EXERCISE DESCRIPTION. Check every line below for the string "left", and copy the lines that contain it.

::::::::

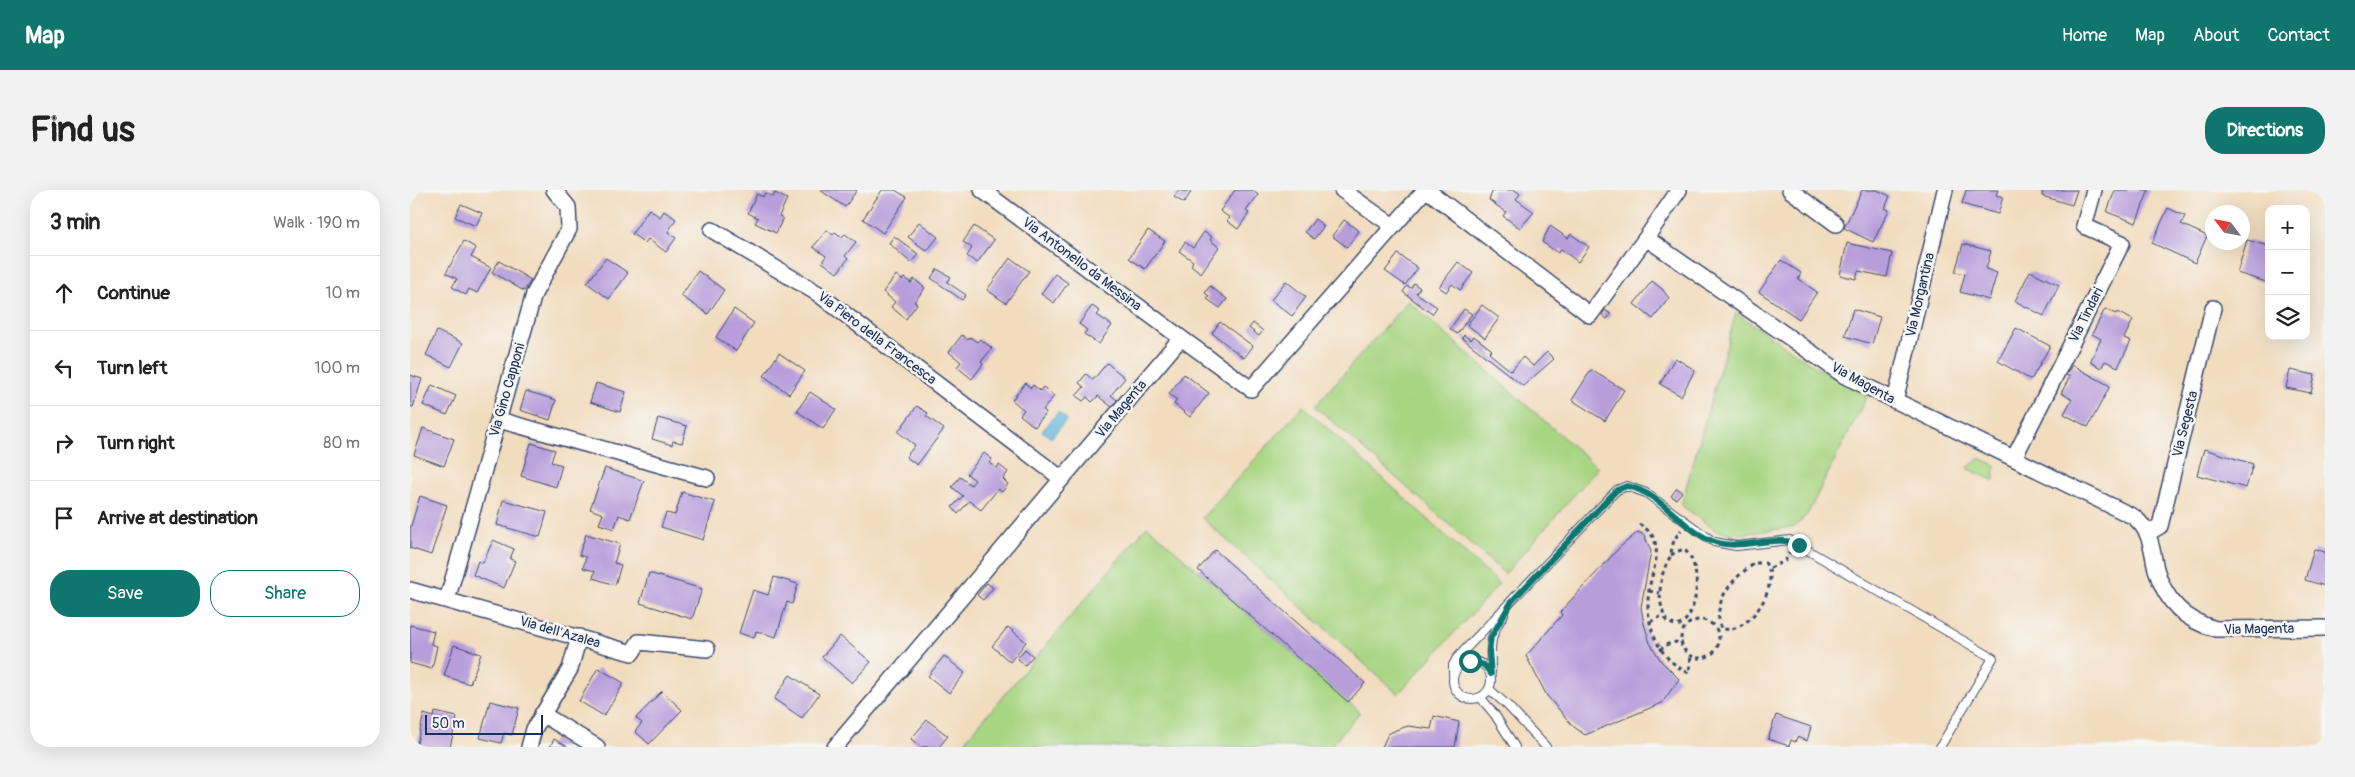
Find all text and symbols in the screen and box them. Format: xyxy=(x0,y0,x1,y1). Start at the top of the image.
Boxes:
text: Map xyxy=(25,21,65,50)
text: Home xyxy=(2062,24,2107,47)
text: Map xyxy=(2135,24,2165,47)
text: About xyxy=(2193,24,2239,47)
text: Contact xyxy=(2267,24,2330,47)
button: Directions xyxy=(2205,107,2325,154)
text: Find us xyxy=(30,108,135,152)
north arrow xyxy=(2205,205,2250,250)
map controls xyxy=(2265,205,2310,340)
button: + xyxy=(2265,205,2310,250)
text: 3 min xyxy=(50,209,100,236)
text: Walk · 190 m xyxy=(273,213,360,233)
street label: Via Antonello da Messina xyxy=(1019,214,1145,314)
button: − xyxy=(2265,250,2310,295)
street label: Via Morgantina xyxy=(1902,251,1938,339)
icon: ahead xyxy=(50,279,78,307)
text: Continue xyxy=(97,281,170,305)
text: 10 m xyxy=(325,283,360,303)
street label: Via Tindari xyxy=(2065,284,2107,345)
street label: Via Piero della Francesca xyxy=(814,288,940,388)
button: layers xyxy=(2265,295,2310,340)
street label: Via Gino Capponi xyxy=(485,341,529,439)
icon: left xyxy=(50,354,78,382)
text: Turn left xyxy=(97,356,167,380)
text: 100 m xyxy=(314,358,360,378)
street label: Via Magenta xyxy=(1828,358,1898,408)
street label: Via Magenta xyxy=(1092,376,1150,442)
street label: Via Segesta xyxy=(2169,389,2201,459)
icon: right xyxy=(50,429,78,457)
text: Turn right xyxy=(97,431,175,455)
text: 80 m xyxy=(323,433,360,453)
icon: arrive xyxy=(50,504,78,532)
text: Arrive at destination xyxy=(97,506,258,530)
route end xyxy=(1788,534,1811,557)
button: Save xyxy=(50,570,200,617)
button: Share xyxy=(210,570,360,617)
street label: Via dell'Azalea xyxy=(518,612,602,652)
street label: Via Magenta xyxy=(2224,620,2294,638)
route start xyxy=(1459,650,1482,673)
scale bar xyxy=(425,712,542,735)
text: 50 m xyxy=(432,715,465,732)

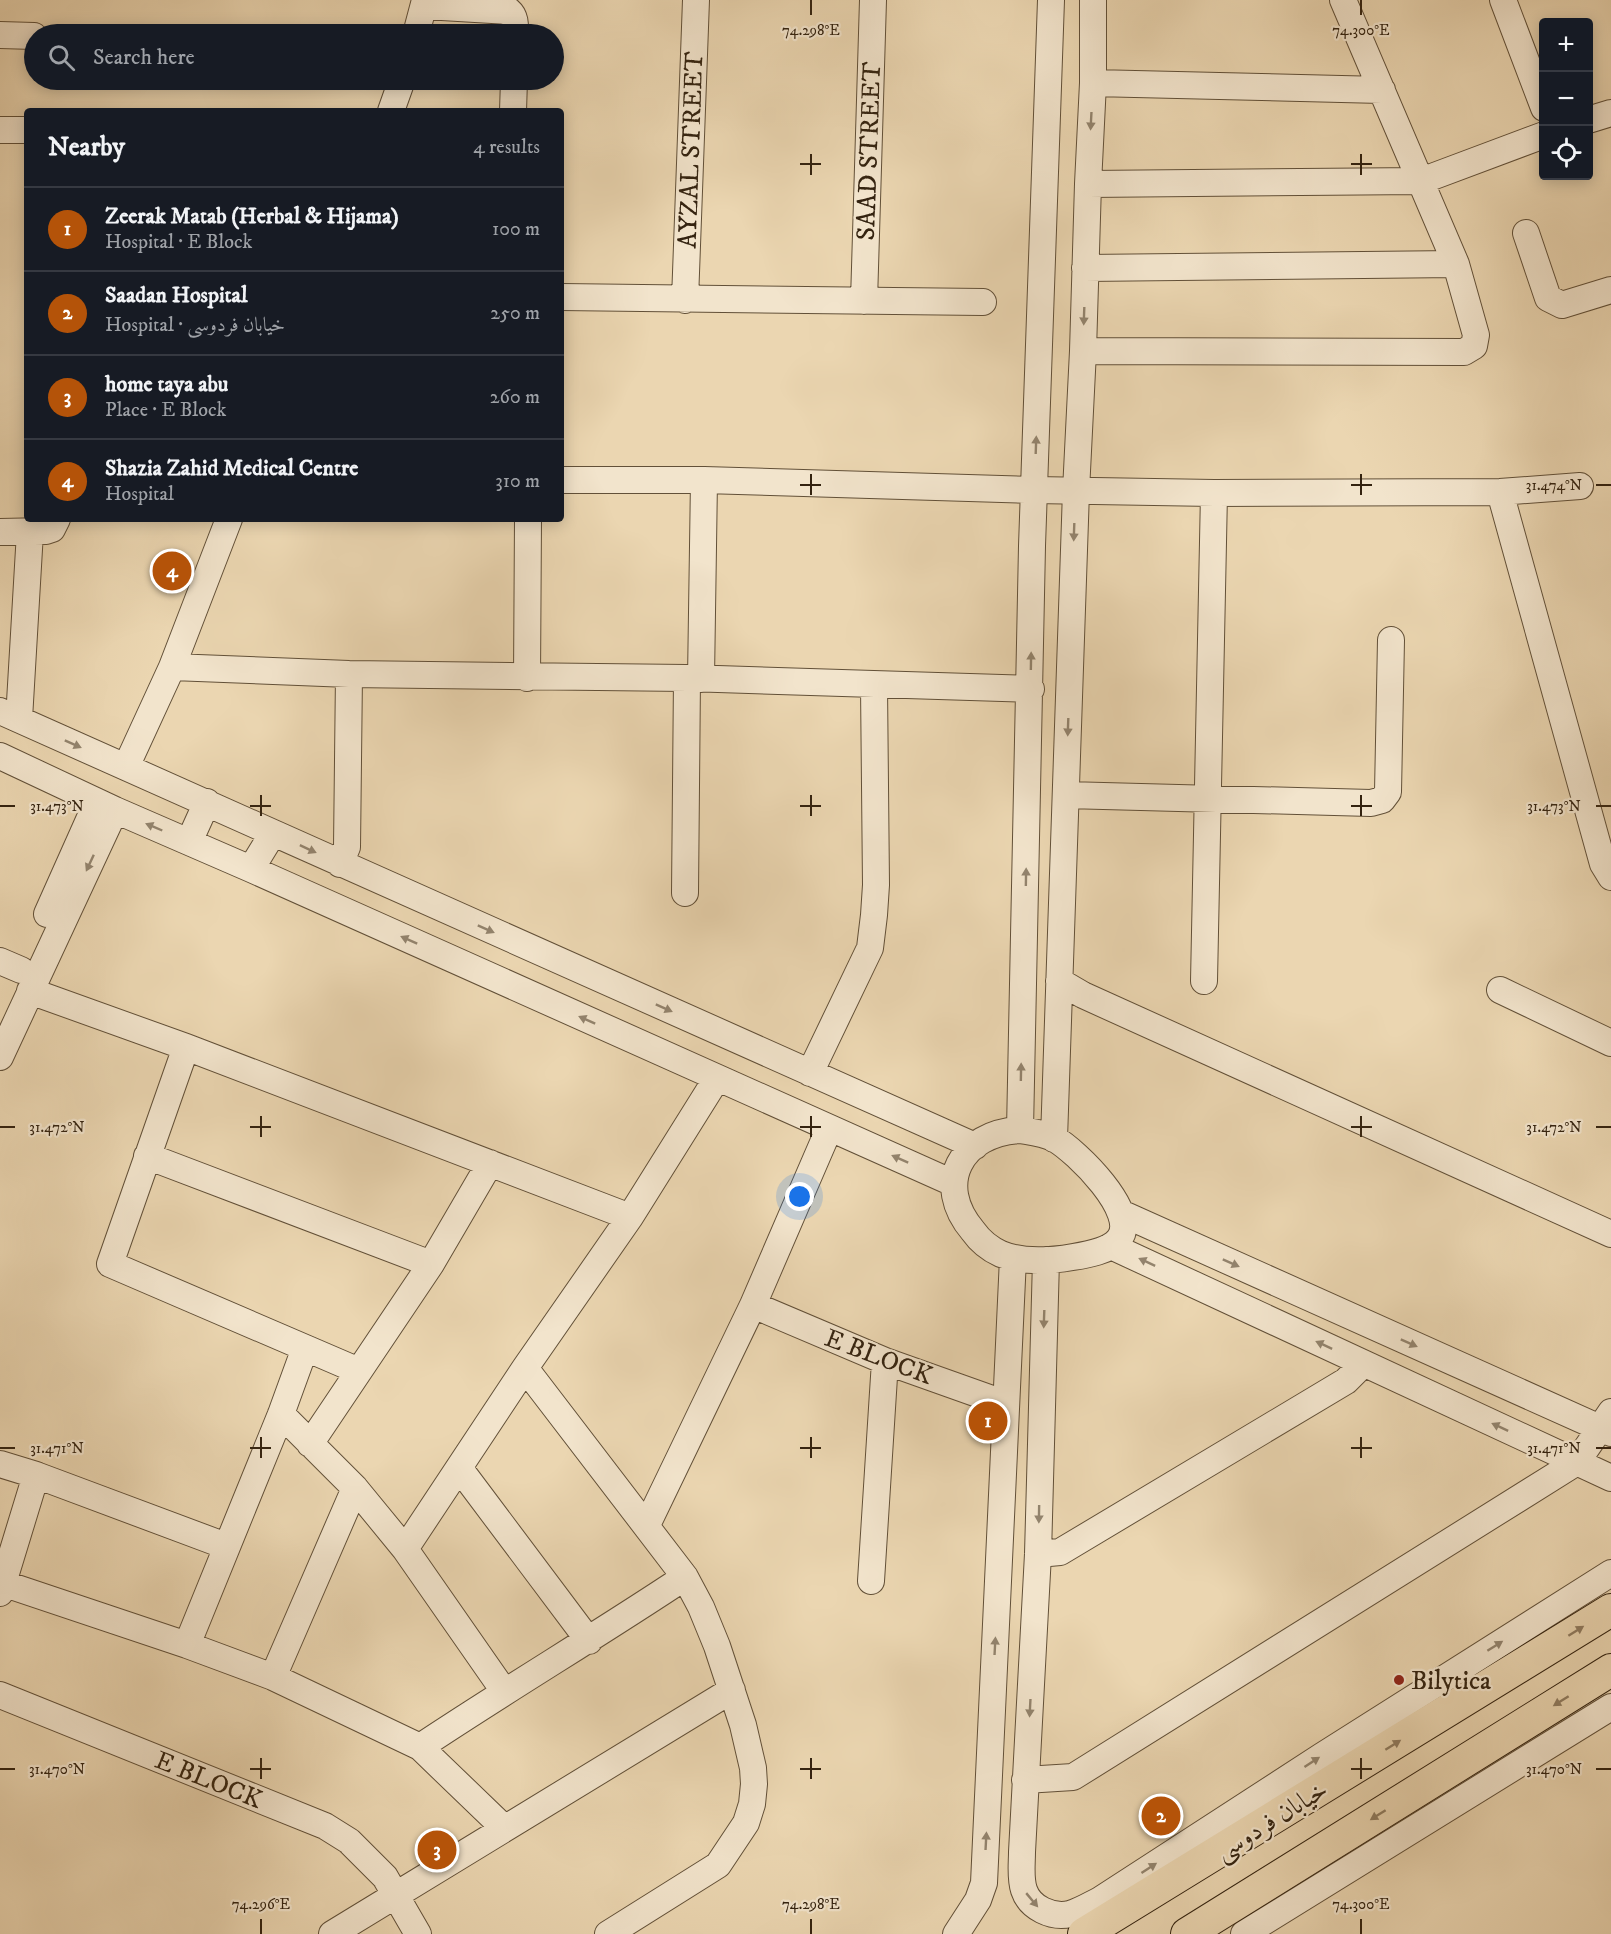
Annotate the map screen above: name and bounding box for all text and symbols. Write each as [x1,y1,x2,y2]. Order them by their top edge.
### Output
map controls [1539,18,1593,180]
button: + [1539,18,1593,72]
text: 74.298°E [782,21,840,40]
text: 74.300°E [1332,21,1390,40]
search box [24,24,564,90]
icon: search [45,41,78,74]
text: Search here [93,44,195,71]
street label: AYZAL STREET [672,51,711,249]
street label: SAAD STREET [850,61,889,241]
button: − [1539,72,1593,126]
one-way arrow [1086,112,1096,131]
button: locate [1539,126,1593,180]
text: Nearby [48,131,125,164]
text: 4 results [473,135,540,160]
text: Zeerak Matab (Herbal & Hijama) [105,203,399,230]
text: 1 [64,217,71,242]
text: 100 m [492,217,540,242]
text: Hospital · E Block [105,230,253,255]
text: Saadan Hospital [105,282,248,309]
text: 2 [63,301,72,326]
text: 250 m [490,301,540,326]
one-way arrow [1079,307,1089,326]
text: Hospital · خیابان فردوسی [105,313,285,338]
text: home taya abu [105,371,229,398]
text: 3 [64,385,71,410]
text: 260 m [490,385,540,410]
text: Place · E Block [105,398,227,423]
one-way arrow [1031,435,1040,454]
text: Shazia Zahid Medical Centre [105,455,358,482]
text: 4 [62,469,73,494]
text: 310 m [495,469,540,494]
text: 31.474°N [1526,476,1582,495]
text: Hospital [105,482,174,507]
one-way arrow [1070,523,1079,542]
pin: 4 [152,548,192,594]
one-way arrow [1026,651,1036,670]
one-way arrow [1063,717,1073,736]
one-way arrow [64,739,81,748]
text: 31.473°N [30,797,84,816]
text: 31.473°N [1527,797,1581,816]
one-way arrow [145,822,163,832]
one-way arrow [300,844,317,853]
one-way arrow [85,855,94,872]
one-way arrow [1021,867,1031,886]
one-way arrow [477,924,495,934]
one-way arrow [400,935,418,945]
one-way arrow [656,1003,674,1013]
one-way arrow [578,1015,596,1025]
one-way arrow [1016,1062,1026,1081]
text: 31.472°N [29,1118,85,1137]
text: 31.472°N [1526,1118,1582,1137]
one-way arrow [890,1154,908,1164]
your location [785,1182,814,1211]
one-way arrow [1139,1258,1156,1267]
one-way arrow [1223,1258,1240,1267]
one-way arrow [1040,1309,1049,1328]
street label: E BLOCK [820,1322,938,1393]
one-way arrow [1401,1338,1418,1347]
one-way arrow [1315,1341,1332,1350]
pin: 1 [968,1398,1008,1444]
one-way arrow [1492,1423,1509,1432]
text: 31.471°N [30,1439,84,1458]
text: 31.471°N [1527,1439,1581,1458]
one-way arrow [1035,1504,1044,1523]
one-way arrow [1568,1625,1584,1637]
one-way arrow [991,1637,1000,1656]
one-way arrow [1487,1641,1503,1652]
place label: Bilytica [1411,1665,1491,1698]
marker: Bilytica [1392,1673,1406,1687]
one-way arrow [1553,1696,1569,1707]
one-way arrow [1025,1699,1034,1718]
one-way arrow [1385,1739,1401,1750]
street label: E BLOCK [150,1744,268,1817]
one-way arrow [1304,1757,1320,1768]
text: 31.470°N [29,1760,85,1779]
text: 31.470°N [1526,1760,1582,1779]
street label: خیابان فردوسی [1209,1774,1335,1870]
pin: 2 [1142,1794,1180,1838]
one-way arrow [1370,1810,1386,1821]
pin: 3 [418,1828,456,1872]
one-way arrow [982,1832,991,1851]
one-way arrow [1141,1863,1157,1874]
one-way arrow [1025,1892,1038,1907]
text: 74.296°E [232,1895,291,1914]
text: 74.298°E [782,1895,840,1914]
text: 74.300°E [1332,1895,1390,1914]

::::::::

REPLY.
icon: left xyxy=(50,354,78,382)
text: Turn left xyxy=(97,356,167,380)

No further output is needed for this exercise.